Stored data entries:
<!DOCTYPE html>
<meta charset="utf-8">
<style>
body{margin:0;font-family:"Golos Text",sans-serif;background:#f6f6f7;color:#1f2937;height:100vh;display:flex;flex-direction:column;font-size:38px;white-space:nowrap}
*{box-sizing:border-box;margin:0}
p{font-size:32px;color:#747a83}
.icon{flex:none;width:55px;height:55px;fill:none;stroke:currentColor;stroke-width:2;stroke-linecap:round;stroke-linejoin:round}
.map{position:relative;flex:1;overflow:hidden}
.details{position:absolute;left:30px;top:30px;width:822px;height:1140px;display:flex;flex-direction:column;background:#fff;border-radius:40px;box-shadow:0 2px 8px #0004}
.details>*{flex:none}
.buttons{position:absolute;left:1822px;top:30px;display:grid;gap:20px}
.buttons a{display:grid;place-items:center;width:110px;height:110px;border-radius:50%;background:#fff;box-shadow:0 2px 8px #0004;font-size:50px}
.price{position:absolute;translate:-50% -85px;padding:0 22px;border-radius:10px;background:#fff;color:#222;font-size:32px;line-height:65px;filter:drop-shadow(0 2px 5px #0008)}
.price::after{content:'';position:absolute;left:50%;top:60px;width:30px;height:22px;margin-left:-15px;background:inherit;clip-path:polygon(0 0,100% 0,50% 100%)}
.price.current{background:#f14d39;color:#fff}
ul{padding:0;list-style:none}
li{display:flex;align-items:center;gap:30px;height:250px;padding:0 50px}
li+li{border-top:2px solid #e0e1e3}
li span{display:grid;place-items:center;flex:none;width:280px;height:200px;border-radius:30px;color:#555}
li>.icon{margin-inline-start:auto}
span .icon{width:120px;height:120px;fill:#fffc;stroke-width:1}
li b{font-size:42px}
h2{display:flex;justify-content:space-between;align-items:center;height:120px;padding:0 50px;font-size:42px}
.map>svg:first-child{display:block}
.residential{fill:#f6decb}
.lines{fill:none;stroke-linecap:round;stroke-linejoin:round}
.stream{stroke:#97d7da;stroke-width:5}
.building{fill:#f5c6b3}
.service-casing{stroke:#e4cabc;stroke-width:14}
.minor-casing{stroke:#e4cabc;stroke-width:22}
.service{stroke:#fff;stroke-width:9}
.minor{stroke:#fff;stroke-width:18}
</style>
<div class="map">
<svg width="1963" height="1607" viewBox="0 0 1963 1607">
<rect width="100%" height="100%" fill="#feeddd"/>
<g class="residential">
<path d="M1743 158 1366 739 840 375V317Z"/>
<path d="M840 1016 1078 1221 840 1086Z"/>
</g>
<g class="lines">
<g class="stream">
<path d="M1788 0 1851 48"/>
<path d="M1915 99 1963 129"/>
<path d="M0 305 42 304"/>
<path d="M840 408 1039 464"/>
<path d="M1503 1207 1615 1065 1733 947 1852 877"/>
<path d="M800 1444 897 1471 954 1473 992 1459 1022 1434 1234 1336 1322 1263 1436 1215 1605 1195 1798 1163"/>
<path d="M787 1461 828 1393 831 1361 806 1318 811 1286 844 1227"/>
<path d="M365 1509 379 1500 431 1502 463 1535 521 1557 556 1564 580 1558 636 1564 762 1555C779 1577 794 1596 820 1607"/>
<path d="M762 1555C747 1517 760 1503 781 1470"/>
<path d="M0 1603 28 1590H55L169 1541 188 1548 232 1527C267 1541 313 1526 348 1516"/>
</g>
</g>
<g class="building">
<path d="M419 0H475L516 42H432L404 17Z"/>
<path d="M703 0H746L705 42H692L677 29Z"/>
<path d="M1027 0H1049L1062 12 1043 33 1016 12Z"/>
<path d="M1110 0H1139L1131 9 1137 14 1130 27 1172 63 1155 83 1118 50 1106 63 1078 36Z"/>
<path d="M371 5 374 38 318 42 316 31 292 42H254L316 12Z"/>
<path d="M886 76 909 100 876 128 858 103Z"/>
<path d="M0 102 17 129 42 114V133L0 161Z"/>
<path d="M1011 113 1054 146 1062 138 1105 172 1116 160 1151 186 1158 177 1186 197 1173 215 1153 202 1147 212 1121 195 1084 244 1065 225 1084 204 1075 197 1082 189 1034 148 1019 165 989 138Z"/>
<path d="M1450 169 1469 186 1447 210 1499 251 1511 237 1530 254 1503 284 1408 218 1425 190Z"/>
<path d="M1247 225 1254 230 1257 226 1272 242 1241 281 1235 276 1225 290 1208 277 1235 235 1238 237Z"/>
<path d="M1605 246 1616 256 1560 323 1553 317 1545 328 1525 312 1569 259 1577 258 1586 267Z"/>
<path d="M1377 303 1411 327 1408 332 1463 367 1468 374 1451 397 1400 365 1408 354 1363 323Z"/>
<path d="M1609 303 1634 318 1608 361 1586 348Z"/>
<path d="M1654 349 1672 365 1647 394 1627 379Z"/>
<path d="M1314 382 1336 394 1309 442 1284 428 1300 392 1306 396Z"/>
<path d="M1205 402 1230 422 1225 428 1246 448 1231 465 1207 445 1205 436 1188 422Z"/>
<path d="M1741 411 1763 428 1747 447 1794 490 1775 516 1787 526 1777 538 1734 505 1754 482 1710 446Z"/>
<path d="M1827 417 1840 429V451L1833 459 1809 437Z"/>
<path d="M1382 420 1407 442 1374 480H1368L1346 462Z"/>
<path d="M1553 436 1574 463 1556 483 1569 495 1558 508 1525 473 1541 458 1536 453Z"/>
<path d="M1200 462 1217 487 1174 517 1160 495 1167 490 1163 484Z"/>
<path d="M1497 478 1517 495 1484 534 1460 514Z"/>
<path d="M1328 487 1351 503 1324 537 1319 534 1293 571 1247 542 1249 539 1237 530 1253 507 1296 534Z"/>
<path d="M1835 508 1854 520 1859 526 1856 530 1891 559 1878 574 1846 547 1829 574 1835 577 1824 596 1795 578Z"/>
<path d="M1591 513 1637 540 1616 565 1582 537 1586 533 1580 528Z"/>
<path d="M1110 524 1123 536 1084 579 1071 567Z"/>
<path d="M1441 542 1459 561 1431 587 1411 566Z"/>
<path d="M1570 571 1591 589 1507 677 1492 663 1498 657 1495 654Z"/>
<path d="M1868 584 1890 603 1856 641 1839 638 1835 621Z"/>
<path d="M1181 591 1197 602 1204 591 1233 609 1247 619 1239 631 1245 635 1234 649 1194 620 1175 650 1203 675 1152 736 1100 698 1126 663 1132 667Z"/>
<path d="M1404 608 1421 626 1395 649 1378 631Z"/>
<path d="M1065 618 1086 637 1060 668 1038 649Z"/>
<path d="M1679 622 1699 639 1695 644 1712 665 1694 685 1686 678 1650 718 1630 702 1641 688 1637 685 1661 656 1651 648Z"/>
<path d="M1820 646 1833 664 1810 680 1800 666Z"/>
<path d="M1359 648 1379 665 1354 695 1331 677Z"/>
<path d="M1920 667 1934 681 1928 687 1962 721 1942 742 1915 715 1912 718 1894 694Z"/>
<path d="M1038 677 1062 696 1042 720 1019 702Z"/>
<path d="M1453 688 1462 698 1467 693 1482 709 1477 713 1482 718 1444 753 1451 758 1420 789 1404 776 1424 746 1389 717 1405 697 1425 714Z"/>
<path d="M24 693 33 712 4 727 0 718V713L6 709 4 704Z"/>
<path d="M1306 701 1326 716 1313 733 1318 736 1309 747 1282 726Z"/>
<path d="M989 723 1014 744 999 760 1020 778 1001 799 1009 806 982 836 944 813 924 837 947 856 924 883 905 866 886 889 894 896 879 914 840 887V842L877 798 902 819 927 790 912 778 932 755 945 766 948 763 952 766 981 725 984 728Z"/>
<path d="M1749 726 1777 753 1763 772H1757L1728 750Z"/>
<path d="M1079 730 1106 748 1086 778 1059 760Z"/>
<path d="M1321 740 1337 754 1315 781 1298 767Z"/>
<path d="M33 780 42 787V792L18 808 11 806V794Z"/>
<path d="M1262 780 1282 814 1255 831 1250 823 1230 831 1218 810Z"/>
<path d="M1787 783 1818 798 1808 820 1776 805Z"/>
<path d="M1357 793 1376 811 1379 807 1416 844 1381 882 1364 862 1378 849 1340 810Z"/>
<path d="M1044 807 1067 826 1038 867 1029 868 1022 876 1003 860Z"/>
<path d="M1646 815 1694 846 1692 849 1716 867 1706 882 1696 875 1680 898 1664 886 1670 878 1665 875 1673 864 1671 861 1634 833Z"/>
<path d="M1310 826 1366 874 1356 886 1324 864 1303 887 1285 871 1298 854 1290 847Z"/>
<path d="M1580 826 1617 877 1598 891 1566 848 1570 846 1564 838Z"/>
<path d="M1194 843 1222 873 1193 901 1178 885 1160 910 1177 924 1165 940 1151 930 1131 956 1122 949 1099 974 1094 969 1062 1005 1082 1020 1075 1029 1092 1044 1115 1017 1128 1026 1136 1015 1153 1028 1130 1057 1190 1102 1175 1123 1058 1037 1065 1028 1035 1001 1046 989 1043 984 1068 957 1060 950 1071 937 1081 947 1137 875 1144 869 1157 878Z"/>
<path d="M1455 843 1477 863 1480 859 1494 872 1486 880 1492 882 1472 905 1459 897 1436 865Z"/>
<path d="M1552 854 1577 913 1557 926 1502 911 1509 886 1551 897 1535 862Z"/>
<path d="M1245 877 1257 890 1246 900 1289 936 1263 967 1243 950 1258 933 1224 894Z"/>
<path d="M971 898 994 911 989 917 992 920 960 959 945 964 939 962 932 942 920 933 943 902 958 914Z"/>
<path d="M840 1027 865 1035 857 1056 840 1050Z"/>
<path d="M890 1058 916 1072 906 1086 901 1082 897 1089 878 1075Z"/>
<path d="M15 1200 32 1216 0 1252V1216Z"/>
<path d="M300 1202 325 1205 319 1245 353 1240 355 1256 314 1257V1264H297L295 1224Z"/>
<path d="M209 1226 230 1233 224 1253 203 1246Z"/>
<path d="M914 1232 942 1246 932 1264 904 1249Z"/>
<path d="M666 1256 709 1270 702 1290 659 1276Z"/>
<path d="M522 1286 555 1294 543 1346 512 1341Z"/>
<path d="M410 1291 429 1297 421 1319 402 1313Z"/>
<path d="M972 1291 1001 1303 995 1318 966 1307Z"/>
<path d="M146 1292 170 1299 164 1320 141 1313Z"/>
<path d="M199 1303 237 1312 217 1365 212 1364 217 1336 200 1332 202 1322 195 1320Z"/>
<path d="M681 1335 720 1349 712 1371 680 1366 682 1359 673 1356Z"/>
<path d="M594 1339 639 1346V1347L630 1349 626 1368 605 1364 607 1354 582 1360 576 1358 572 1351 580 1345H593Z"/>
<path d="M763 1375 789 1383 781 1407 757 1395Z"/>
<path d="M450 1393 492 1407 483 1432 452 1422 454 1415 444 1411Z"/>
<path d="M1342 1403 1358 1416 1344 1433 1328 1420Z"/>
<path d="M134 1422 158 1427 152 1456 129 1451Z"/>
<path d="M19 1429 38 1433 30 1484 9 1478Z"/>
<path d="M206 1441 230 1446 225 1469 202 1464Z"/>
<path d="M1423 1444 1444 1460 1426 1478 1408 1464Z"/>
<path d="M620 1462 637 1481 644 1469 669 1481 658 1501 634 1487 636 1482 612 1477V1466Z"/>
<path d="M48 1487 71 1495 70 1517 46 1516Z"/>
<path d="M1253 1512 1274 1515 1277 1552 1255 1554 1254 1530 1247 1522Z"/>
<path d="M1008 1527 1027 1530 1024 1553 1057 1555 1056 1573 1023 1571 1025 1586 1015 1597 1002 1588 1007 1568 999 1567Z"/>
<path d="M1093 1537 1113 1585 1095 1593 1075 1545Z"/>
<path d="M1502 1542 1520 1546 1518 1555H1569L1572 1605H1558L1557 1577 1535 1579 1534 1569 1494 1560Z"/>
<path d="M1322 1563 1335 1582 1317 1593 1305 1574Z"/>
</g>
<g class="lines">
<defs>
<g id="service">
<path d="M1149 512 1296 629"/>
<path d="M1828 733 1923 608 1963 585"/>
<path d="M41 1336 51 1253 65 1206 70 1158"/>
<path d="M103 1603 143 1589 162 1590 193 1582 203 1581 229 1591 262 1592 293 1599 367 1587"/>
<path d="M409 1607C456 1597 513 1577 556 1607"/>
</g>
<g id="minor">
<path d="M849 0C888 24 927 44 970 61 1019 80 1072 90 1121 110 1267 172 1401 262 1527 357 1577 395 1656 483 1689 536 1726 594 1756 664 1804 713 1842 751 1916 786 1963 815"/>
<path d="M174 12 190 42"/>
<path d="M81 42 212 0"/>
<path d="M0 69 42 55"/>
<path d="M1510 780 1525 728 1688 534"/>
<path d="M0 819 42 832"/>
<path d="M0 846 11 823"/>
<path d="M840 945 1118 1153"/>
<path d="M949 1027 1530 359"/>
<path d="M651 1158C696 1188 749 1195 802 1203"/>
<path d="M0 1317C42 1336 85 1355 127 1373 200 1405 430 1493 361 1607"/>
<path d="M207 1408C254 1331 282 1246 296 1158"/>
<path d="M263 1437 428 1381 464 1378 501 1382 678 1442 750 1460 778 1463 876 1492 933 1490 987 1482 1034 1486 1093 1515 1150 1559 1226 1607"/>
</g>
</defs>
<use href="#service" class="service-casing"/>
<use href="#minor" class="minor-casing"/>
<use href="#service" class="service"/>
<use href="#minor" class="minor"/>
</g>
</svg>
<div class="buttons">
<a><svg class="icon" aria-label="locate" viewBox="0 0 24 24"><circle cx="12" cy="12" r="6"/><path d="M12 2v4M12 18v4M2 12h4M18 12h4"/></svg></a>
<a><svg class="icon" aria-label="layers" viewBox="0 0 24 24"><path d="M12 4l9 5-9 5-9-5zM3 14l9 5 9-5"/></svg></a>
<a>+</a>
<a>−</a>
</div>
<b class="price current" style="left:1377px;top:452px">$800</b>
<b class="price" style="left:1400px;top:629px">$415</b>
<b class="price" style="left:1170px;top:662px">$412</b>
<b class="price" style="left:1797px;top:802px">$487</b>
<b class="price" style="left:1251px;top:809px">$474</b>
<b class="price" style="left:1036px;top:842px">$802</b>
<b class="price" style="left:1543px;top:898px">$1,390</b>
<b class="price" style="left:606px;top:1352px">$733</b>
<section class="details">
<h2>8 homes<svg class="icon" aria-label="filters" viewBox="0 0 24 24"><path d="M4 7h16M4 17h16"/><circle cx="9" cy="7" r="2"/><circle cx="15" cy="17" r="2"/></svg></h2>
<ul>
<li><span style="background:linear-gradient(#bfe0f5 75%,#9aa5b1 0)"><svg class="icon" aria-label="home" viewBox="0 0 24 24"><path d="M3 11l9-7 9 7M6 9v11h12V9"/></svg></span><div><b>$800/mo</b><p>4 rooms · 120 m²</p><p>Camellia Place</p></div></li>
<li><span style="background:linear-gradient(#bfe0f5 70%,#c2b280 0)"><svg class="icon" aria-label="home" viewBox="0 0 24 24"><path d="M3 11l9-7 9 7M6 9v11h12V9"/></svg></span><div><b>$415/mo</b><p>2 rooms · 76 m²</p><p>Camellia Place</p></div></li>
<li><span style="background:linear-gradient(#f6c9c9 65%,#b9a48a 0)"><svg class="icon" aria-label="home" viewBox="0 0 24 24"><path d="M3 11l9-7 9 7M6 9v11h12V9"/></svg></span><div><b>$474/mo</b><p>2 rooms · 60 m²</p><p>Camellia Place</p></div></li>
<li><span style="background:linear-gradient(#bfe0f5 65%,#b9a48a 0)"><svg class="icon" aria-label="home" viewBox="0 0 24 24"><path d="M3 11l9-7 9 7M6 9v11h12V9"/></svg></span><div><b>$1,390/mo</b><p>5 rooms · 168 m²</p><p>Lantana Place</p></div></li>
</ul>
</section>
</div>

## [Description of the task]
Each line of the entries where the string "service" occurs should be shown.

## [Written response]
.service-casing{stroke:#e4cabc;stroke-width:14}
.service{stroke:#fff;stroke-width:9}
<g id="service">
<use href="#service" class="service-casing"/>
<use href="#service" class="service"/>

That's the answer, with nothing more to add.